CORD is a reference implementation of a service delivery platform for network operators. It is a fully integrated system – sufficiently complete to support field trials – built from open source components. Being an integrated system is an essential aspect of CORD, as our goal is to hold the project to a higher bar than a collection of loosely related projects listed under a common banner. Being open is another essential aspect of CORD. This does not imply that all modules configured into CORD need be open source (e.g., proprietary services can run on the platform), but it is important that both the CORD platform be open source and CORD as a whole be populated with enough open source services to demonstrate the full breadth of its capabilities.
In addition to being open and integrated, CORD is designed to satisfy the following five requirements. The first three follow directly from the goal of of bringing cloud economies and agility to the Telco setting. The last two are about applying best practices in system design to this specific domain.
Economies of Commodity Hardware
CORD must run on commodity servers and white-box switches, and to the extent possible, leverage merchant silicon; it should not depend on proprietary or purpose-built hardware to achieve high performance. That CORD leverages commodity hardware follows directly from its goal of supporting the economics of cloud infrastructure. And by implication, the software running on that commodity hardware must deliver the same performance and reliability as today’s purpose-built hardware.
To this end, CORD provides mechanisms to virtualize commodity servers and control white-box switches, along with several open source exemplars of how software can leverage these mechanisms to achieve high performance and reliability.

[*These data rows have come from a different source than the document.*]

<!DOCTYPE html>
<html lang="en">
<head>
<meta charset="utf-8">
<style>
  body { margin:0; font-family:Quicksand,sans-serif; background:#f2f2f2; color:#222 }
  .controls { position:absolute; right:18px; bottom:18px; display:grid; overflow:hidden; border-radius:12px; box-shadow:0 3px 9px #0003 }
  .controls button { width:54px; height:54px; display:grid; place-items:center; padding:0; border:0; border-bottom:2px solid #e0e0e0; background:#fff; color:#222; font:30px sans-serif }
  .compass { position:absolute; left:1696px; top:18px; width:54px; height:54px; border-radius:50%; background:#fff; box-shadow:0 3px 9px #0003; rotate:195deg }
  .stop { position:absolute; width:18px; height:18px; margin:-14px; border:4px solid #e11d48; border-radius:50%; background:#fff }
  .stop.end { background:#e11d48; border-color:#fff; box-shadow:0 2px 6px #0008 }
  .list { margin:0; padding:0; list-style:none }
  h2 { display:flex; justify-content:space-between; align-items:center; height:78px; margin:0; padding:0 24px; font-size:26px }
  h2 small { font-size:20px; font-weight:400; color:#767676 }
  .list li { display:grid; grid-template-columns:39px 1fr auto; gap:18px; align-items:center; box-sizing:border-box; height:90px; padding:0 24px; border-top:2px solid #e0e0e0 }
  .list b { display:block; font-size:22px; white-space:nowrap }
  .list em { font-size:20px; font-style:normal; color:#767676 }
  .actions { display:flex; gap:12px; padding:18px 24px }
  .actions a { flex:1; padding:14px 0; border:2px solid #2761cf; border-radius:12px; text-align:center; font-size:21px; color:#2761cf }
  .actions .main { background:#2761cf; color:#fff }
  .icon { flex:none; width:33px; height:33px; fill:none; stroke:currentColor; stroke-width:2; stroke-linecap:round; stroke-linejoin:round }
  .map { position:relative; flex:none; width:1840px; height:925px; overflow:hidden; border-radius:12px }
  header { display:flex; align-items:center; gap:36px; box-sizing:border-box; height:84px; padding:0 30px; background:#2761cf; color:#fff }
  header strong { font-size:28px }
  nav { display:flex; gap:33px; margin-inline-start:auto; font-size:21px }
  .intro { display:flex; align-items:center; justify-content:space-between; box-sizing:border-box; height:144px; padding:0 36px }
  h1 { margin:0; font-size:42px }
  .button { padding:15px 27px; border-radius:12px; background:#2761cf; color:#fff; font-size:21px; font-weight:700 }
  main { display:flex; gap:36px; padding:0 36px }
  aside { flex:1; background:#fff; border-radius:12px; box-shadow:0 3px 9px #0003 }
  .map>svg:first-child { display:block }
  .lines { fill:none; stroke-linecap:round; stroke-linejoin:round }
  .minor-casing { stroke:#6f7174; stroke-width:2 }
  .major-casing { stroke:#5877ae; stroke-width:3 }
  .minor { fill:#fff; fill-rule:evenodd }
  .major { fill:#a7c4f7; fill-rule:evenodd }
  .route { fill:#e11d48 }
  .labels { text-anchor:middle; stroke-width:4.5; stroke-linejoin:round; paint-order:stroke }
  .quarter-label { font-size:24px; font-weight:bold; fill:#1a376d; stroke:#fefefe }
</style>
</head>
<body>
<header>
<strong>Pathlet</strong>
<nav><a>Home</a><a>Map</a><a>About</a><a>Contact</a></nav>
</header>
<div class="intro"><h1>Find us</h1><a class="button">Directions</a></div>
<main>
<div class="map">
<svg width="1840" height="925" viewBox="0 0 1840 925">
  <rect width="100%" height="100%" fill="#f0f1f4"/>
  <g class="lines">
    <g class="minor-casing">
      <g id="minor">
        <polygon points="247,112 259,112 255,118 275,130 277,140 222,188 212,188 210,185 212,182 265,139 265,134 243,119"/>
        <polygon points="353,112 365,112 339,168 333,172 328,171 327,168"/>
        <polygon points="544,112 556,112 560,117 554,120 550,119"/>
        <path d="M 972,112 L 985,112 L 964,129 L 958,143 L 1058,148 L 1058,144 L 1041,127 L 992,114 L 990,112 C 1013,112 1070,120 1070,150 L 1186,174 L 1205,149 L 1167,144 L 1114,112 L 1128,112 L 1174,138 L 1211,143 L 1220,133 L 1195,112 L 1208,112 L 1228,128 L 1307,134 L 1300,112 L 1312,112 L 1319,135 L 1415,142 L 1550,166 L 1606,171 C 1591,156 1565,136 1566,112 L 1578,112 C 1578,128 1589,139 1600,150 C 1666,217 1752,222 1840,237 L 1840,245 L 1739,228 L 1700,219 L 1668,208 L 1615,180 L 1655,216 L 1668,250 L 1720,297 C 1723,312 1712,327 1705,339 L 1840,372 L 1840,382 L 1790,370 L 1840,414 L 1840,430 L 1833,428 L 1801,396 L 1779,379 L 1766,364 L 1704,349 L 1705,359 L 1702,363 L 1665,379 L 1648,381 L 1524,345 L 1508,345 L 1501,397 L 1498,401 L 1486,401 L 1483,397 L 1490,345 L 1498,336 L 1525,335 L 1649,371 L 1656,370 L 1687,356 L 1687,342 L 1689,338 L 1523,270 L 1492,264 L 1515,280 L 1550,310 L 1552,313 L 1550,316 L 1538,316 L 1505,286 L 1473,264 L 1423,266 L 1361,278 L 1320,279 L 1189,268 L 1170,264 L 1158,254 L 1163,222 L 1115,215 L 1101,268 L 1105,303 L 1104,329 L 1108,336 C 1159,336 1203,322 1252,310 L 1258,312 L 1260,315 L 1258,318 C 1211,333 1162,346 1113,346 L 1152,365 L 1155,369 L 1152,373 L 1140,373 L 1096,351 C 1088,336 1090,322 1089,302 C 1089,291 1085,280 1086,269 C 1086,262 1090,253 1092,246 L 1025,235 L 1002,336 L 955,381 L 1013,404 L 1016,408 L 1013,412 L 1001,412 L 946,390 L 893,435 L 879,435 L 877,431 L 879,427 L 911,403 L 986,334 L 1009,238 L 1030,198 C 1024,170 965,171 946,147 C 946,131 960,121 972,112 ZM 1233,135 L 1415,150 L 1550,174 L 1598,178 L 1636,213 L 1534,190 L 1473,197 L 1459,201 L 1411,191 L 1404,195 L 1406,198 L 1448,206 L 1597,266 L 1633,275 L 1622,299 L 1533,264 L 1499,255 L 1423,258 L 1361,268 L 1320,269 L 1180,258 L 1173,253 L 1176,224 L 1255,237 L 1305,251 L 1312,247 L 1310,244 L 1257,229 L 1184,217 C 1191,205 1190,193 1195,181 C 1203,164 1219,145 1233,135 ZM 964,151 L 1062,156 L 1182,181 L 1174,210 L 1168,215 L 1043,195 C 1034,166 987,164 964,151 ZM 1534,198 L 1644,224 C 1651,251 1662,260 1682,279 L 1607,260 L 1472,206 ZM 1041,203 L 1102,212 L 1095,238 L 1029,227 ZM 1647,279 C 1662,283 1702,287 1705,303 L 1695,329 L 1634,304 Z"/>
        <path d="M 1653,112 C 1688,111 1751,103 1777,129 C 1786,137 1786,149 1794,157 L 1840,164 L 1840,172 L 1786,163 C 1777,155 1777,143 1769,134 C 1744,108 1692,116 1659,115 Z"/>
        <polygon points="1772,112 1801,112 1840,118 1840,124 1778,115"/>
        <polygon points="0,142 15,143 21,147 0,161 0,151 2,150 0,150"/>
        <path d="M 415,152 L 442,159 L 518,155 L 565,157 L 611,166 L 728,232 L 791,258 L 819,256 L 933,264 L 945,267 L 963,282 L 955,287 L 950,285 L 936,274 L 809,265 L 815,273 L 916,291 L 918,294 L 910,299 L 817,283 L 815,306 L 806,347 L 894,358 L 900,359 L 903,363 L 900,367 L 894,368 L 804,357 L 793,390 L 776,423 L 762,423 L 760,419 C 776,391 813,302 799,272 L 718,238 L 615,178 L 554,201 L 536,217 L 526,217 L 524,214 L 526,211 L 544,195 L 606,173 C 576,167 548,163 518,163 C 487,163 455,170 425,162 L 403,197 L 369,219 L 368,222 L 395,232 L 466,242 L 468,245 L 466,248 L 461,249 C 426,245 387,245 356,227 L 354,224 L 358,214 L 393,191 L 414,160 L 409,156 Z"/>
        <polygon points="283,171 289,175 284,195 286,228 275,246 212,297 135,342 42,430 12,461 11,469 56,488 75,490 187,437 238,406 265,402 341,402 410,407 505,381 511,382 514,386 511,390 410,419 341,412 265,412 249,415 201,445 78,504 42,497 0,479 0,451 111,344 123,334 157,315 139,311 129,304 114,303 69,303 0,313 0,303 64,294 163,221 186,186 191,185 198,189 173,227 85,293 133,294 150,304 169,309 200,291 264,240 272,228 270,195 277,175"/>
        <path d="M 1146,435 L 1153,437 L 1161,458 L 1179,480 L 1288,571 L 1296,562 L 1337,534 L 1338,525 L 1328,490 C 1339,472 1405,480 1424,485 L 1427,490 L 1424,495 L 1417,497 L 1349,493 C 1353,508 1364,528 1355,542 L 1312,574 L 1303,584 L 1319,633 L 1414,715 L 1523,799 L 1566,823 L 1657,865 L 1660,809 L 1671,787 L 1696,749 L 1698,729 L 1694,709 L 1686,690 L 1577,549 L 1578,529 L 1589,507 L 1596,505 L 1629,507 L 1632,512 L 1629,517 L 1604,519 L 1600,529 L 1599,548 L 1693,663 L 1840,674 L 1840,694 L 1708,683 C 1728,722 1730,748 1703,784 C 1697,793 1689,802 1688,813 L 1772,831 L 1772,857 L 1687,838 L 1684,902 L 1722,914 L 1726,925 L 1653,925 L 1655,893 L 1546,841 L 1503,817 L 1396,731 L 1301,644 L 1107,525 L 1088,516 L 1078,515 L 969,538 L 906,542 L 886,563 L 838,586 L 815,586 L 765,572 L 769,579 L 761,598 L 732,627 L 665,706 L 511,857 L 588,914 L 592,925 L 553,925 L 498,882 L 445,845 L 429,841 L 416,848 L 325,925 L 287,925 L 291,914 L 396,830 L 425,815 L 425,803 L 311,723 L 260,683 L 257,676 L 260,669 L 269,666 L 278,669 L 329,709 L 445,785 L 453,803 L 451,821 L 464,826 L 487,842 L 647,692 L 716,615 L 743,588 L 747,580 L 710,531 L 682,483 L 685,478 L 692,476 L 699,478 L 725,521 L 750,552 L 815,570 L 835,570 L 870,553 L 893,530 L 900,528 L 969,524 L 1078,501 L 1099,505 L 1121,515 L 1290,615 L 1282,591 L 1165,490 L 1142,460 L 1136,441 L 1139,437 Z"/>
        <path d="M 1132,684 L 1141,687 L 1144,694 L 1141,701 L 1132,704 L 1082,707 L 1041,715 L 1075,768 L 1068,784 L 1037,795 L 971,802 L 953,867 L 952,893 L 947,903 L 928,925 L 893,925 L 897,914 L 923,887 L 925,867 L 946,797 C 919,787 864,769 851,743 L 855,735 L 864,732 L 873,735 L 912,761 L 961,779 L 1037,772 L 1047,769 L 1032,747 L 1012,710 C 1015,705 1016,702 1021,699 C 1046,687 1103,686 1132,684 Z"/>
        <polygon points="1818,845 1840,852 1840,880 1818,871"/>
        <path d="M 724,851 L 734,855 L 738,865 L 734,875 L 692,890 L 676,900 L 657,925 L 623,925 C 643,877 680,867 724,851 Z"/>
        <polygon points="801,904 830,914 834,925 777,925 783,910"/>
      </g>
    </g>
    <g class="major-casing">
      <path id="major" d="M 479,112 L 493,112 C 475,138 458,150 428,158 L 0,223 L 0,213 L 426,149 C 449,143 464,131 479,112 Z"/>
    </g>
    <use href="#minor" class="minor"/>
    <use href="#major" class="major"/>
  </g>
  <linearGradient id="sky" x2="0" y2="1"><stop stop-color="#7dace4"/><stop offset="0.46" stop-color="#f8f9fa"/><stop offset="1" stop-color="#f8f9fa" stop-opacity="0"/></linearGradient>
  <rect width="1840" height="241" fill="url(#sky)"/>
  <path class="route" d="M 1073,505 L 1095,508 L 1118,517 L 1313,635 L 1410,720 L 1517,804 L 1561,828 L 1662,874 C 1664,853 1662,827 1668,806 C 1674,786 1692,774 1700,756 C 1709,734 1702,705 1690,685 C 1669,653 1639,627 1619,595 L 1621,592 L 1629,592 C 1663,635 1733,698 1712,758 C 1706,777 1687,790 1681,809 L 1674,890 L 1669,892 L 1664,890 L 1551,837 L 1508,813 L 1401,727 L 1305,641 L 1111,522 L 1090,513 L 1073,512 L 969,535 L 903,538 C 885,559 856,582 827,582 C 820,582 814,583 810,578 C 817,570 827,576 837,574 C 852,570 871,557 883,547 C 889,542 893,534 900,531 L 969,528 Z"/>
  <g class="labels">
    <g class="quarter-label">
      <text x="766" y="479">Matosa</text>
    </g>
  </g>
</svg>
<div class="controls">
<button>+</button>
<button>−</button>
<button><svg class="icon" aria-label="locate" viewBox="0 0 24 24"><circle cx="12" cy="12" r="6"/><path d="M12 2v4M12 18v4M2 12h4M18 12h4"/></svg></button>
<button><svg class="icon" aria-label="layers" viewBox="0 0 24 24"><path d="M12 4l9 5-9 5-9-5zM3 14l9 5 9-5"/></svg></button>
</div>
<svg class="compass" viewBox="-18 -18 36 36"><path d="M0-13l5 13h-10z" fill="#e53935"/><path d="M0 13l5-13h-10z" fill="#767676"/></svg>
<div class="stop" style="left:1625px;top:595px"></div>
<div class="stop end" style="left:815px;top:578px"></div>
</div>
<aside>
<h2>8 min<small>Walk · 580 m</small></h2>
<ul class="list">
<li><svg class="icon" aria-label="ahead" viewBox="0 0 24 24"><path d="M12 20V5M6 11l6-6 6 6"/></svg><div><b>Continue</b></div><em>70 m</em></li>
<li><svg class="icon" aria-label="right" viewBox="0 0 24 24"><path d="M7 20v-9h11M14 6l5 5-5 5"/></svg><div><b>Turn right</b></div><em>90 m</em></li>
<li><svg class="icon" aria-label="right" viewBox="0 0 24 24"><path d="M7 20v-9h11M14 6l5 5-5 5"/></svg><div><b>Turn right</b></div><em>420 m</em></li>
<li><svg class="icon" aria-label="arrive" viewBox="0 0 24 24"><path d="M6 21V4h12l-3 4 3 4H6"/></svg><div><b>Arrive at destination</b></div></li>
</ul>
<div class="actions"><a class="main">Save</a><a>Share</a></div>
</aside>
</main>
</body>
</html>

Enable Innovative Services
CORD must support a wide-range of services; it is not limited to access services, nor should it unnecessarily constrain how services are implemented. Specifically, CORD must support services drawn from across the following four dimensions: (1) both access services (e.g., Fiber-to-the-Home) and conventional cloud services (SaaS); (2) both services implemented in the data plane (NFV) and services implemented in the control plane (SDN); (3) both trusted operator-provided services and untrusted third-party services; and (4) both bundled legacy services and disaggregated greenfield services. Moreover, CORD must provide an agile framework for managing a set of services without regard for how the individual services achieve isolation, scale, performance, and high availability.
To this end, CORD defines a unifying service abstraction (and other supportive models) that encompasses the full range of service designs, along with mechanisms that map those abstractions onto virtualized commodity hardware.

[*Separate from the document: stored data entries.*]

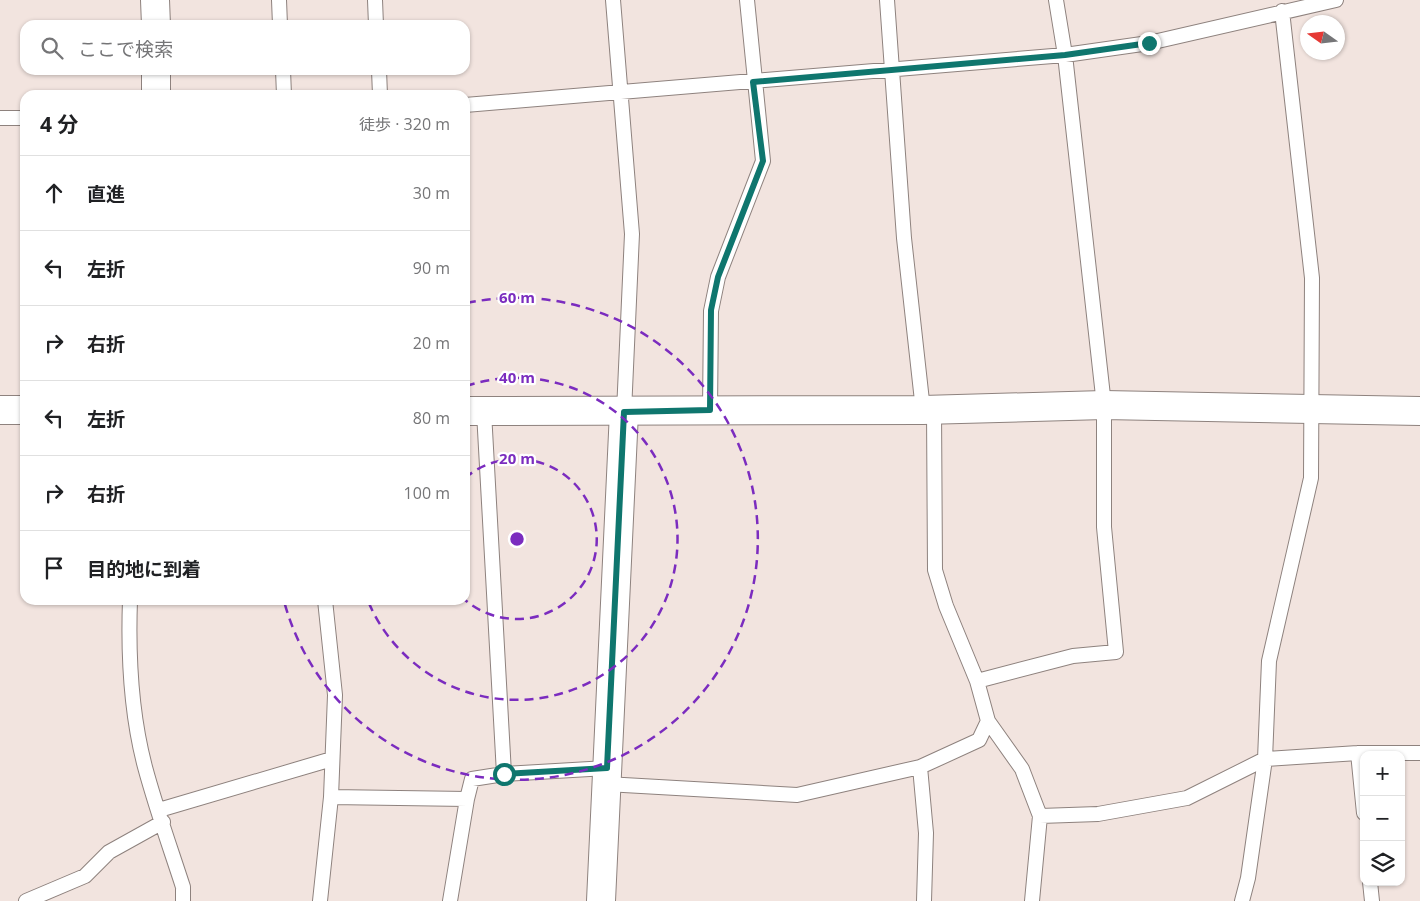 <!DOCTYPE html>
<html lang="ja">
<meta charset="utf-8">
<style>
:root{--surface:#fff;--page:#f2f2f2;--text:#202124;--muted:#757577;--line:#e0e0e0}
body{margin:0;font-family:"Open Sans","Noto Sans JP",sans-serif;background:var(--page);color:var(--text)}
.controls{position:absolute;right:15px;bottom:15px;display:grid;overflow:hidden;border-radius:10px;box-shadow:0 1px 4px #0004}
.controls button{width:45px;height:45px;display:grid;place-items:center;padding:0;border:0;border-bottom:1px solid var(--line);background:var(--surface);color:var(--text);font:25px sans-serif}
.compass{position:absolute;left:1300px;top:15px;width:45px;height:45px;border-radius:50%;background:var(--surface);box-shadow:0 1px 4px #0004;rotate:284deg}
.stop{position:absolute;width:15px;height:15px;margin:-11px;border:4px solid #0f766e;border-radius:50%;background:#fff}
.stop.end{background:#0f766e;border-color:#fff;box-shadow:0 1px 5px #0008}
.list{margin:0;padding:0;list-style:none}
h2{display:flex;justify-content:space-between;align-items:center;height:65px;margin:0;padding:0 20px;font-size:21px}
h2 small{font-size:16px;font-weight:400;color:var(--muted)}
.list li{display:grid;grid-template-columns:32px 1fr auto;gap:15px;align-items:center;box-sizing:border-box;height:75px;padding:0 20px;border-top:1px solid var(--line)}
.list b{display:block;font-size:19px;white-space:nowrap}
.list em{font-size:16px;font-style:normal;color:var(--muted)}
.icon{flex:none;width:28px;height:28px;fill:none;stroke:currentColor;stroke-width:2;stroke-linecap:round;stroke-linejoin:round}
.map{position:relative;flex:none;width:1420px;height:901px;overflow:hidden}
.search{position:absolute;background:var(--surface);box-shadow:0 1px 4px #0004;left:20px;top:20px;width:450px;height:55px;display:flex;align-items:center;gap:12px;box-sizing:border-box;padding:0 18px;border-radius:15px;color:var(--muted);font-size:19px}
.panel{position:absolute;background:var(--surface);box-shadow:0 1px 4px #0004;left:20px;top:90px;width:450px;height:515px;border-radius:15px}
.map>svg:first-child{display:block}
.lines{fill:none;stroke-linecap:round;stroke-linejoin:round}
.service-casing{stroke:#8e827e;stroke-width:16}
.minor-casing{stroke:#8e827e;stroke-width:30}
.tertiary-casing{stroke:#8e827e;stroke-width:30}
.service{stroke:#fff;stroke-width:14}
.minor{stroke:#fff;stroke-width:28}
.tertiary{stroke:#fff;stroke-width:28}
.route{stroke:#0f766e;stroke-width:6}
.ring{fill:none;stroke:#7b2cbf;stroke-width:2.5;stroke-dasharray:9 6}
.centre{fill:#7b2cbf;stroke:#fff;stroke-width:2.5}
.ring-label{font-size:15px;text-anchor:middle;font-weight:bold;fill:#7b2cbf;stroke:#fff;stroke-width:4.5;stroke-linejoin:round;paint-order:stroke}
</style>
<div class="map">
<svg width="1420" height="901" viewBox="0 0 1420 901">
<rect width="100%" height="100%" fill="#f2e4df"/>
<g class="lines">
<g class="service-casing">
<path id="service" d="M 279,0 L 280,25
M 375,0 L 376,25
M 613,0 L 632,234 L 624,412
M 887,0 L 904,238 L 923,410
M 283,70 L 284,95
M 379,70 L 380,95
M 465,105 L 1065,55 L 1149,43 L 1336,0
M 0,118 L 25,118
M 710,410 L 711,311 L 718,277 L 763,161 L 747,0
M 484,412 L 504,774 L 607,768
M 130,600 C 128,655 131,714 145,767 C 156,808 170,847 183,887 L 183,901
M 325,600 L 335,695 L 331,797 L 467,799 L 472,779 L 504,774
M 977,681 L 1073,656 L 1116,652 L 1104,527 L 1104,405 L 1065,55 L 1056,0
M 988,721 L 1022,769 L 1040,816 L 1032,901
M 1358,753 L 1364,813
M 920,767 L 926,833 L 924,901
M 606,784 L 797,795 L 920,767 L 979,740 L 988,721 L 977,681 L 946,606 L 935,570 L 934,410
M 159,810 L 332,759
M 1040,816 L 1098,814 L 1187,798 L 1265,759 L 1358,753 L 1420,753
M 1370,882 L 1372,901
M 26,901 L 85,876 L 109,852 L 163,822
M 320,901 L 331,797
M 450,901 L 467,799
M 1242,901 L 1248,878 L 1265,759 L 1269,661 L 1311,478 L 1312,278 L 1282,11"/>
</g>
<g class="minor-casing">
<path id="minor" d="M 155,0 L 156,25
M 156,70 L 156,95
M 601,901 L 624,412"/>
</g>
<g class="tertiary-casing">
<path id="tertiary" d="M 0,410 L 25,410
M 465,411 L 923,410 L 1104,405 L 1420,411"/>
</g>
<use href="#service" class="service"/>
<use href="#minor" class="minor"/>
<use href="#tertiary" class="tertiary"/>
</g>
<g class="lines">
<path class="route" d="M 504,774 L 607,768 L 624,412 L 710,410 L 711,310 L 718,277 L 763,161 L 753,82 L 1065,55 L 1149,43"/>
</g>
<g class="ring">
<path d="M465 478A80 80 0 1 1 465 600"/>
<path d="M466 386A161 161 0 1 1 368 601"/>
<path d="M467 303A241 241 0 1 1 284 601"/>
</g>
<circle cx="517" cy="539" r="8" class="centre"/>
<g class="ring-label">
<text x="517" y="303">60 m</text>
<text x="517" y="383">40 m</text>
<text x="517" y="464">20 m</text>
</g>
</svg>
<div class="controls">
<button>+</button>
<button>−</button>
<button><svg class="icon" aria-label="layers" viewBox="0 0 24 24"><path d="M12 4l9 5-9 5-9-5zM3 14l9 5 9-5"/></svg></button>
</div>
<svg class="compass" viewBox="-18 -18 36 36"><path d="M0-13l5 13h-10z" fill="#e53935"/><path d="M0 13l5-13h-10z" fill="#757577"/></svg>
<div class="stop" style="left:504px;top:774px"></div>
<div class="stop end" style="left:1149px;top:43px"></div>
<div class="search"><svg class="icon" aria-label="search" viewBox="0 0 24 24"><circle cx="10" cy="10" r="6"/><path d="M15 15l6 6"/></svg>ここで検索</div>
<section class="panel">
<h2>4 分<small>徒歩 · 320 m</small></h2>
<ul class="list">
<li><svg class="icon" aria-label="ahead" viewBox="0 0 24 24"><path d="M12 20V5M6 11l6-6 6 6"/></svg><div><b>直進</b></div><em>30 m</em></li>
<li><svg class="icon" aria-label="left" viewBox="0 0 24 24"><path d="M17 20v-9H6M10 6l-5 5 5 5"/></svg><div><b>左折</b></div><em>90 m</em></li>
<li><svg class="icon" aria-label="right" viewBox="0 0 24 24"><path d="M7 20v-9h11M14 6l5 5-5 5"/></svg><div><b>右折</b></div><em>20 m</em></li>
<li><svg class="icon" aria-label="left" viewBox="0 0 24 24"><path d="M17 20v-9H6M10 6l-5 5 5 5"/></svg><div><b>左折</b></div><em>80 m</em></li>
<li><svg class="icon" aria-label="right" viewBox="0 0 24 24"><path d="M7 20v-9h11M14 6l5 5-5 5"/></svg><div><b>右折</b></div><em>100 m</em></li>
<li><svg class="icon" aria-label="arrive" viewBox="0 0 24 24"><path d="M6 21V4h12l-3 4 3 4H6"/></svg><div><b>目的地に到着</b></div></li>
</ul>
</section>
</div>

Extensible and Controllable
CORD is a configurable platform; it is not a point-solution. It must provide a means for the operator to specify the desired collection of services, as well a full OAM capability for those services. This includes the ability to configure CORD for different markets and access technologies: Residential, Enterprise, and Mobile. It must also provide a means to provision and parameterize those services to meet the operator’s operational and business objectives.
To this end, CORD defines a Northbound Interface (NBI) that allows operators to configure, control, and extend a CORD deployment, and does so in a way that cleanly separates policy and mechanism.
Multi-Domain Security
CORD must account for multiple domains of trust; it is not sufficient to only distinguish between CORD operators and CORD users. This includes a wide range of intermediate roles, including global operators, site-specific operators, service operators, service developers, service tenants (other internal services) and service subscribers (external principals).
To this end, CORD adopts best practices in secure system design: it minimizes the trusted code base, it provides mechanisms to mediate trust, and it provides mechanisms that support the principle of least privilege.
Operational Robustness
CORD must account for partial and intermediate failures and incremental upgrades; it is not acceptable to ignore the operational realities of building a system by integrating multiple, independently developed and deployed software components. Without holding the reference implementation to the high bar of “production ready,” CORD must be architected for zero-touch: to account for the possibility that the operational behavior of the system is not always in sync with the target state of the system, and to automatically steer the system to the correct functioning state.
To this end, CORD employs best practices in scalable cloud services: to treat error states as expected in a production system, to provide built-in mechanisms to automatically recover from failures, and to support incremental hardware and software upgrades without service disruption.